■ Problem details:
Copy the records word for word. Pictures do not go in.

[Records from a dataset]
---*---

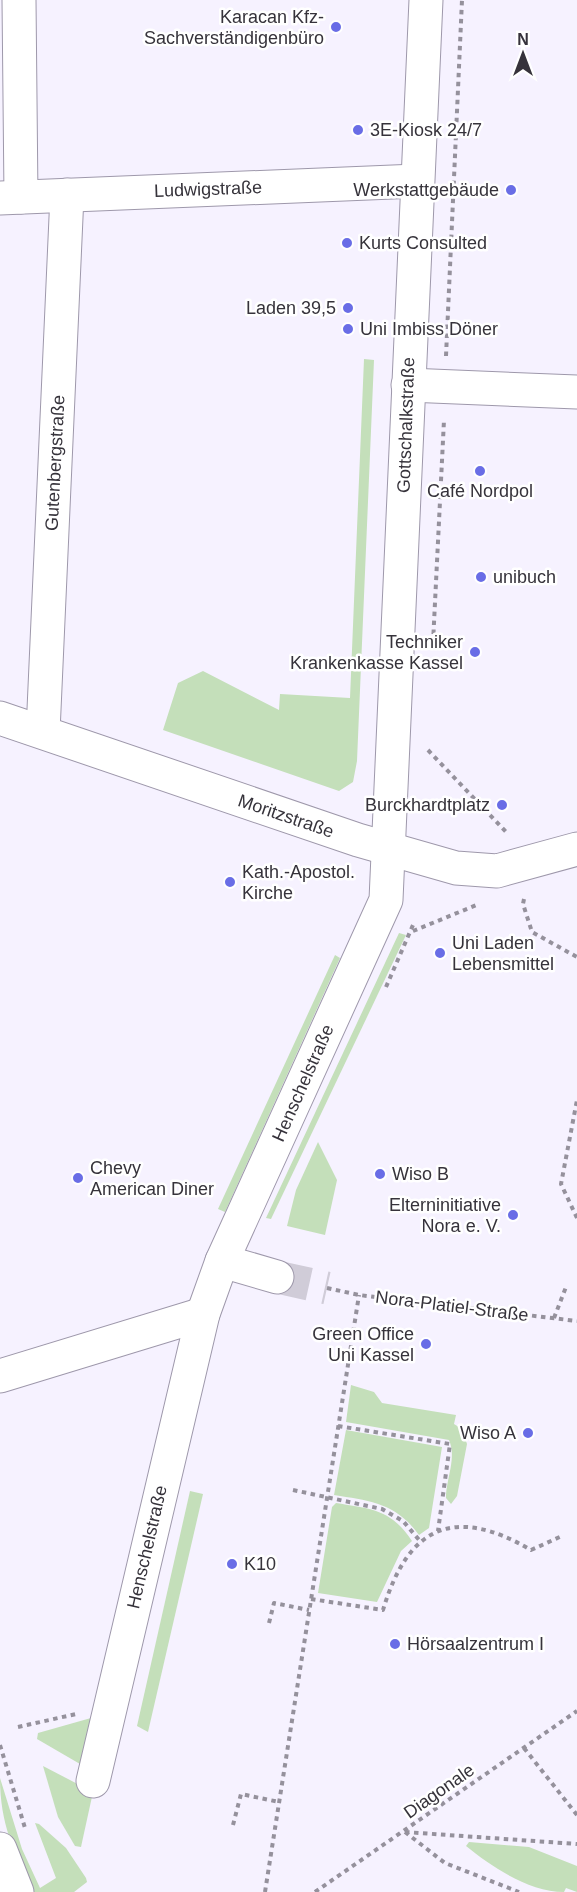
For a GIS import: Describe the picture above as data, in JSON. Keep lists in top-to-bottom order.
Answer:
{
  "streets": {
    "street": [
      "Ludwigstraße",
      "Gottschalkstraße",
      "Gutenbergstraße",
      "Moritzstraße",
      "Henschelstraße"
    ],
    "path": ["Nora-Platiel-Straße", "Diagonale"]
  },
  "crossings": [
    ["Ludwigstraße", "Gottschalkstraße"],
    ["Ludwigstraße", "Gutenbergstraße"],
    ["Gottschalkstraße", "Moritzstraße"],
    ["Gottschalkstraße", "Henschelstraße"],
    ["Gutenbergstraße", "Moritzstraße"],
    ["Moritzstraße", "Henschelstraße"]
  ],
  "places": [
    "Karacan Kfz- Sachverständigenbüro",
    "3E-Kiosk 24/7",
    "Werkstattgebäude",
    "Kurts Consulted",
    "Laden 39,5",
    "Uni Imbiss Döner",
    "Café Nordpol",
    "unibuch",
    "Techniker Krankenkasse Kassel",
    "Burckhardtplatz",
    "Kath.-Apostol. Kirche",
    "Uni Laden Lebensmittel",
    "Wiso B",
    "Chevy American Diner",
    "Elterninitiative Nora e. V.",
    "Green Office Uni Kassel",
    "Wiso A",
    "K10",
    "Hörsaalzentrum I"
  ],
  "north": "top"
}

---*---

■ Exercise response:
For a GIS import: Describe the picture above as data, in JSON. Keep lists in top-to-bottom order.
Answer:
{
  "streets": {
    "street": [
      "Ludwigstraße",
      "Gottschalkstraße",
      "Gutenbergstraße",
      "Moritzstraße",
      "Henschelstraße"
    ],
    "path": ["Nora-Platiel-Straße", "Diagonale"]
  },
  "crossings": [
    ["Ludwigstraße", "Gottschalkstraße"],
    ["Ludwigstraße", "Gutenbergstraße"],
    ["Gottschalkstraße", "Moritzstraße"],
    ["Gottschalkstraße", "Henschelstraße"],
    ["Gutenbergstraße", "Moritzstraße"],
    ["Moritzstraße", "Henschelstraße"]
  ],
  "places": [
    "Karacan Kfz- Sachverständigenbüro",
    "3E-Kiosk 24/7",
    "Werkstattgebäude",
    "Kurts Consulted",
    "Laden 39,5",
    "Uni Imbiss Döner",
    "Café Nordpol",
    "unibuch",
    "Techniker Krankenkasse Kassel",
    "Burckhardtplatz",
    "Kath.-Apostol. Kirche",
    "Uni Laden Lebensmittel",
    "Wiso B",
    "Chevy American Diner",
    "Elterninitiative Nora e. V.",
    "Green Office Uni Kassel",
    "Wiso A",
    "K10",
    "Hörsaalzentrum I"
  ],
  "north": "top"
}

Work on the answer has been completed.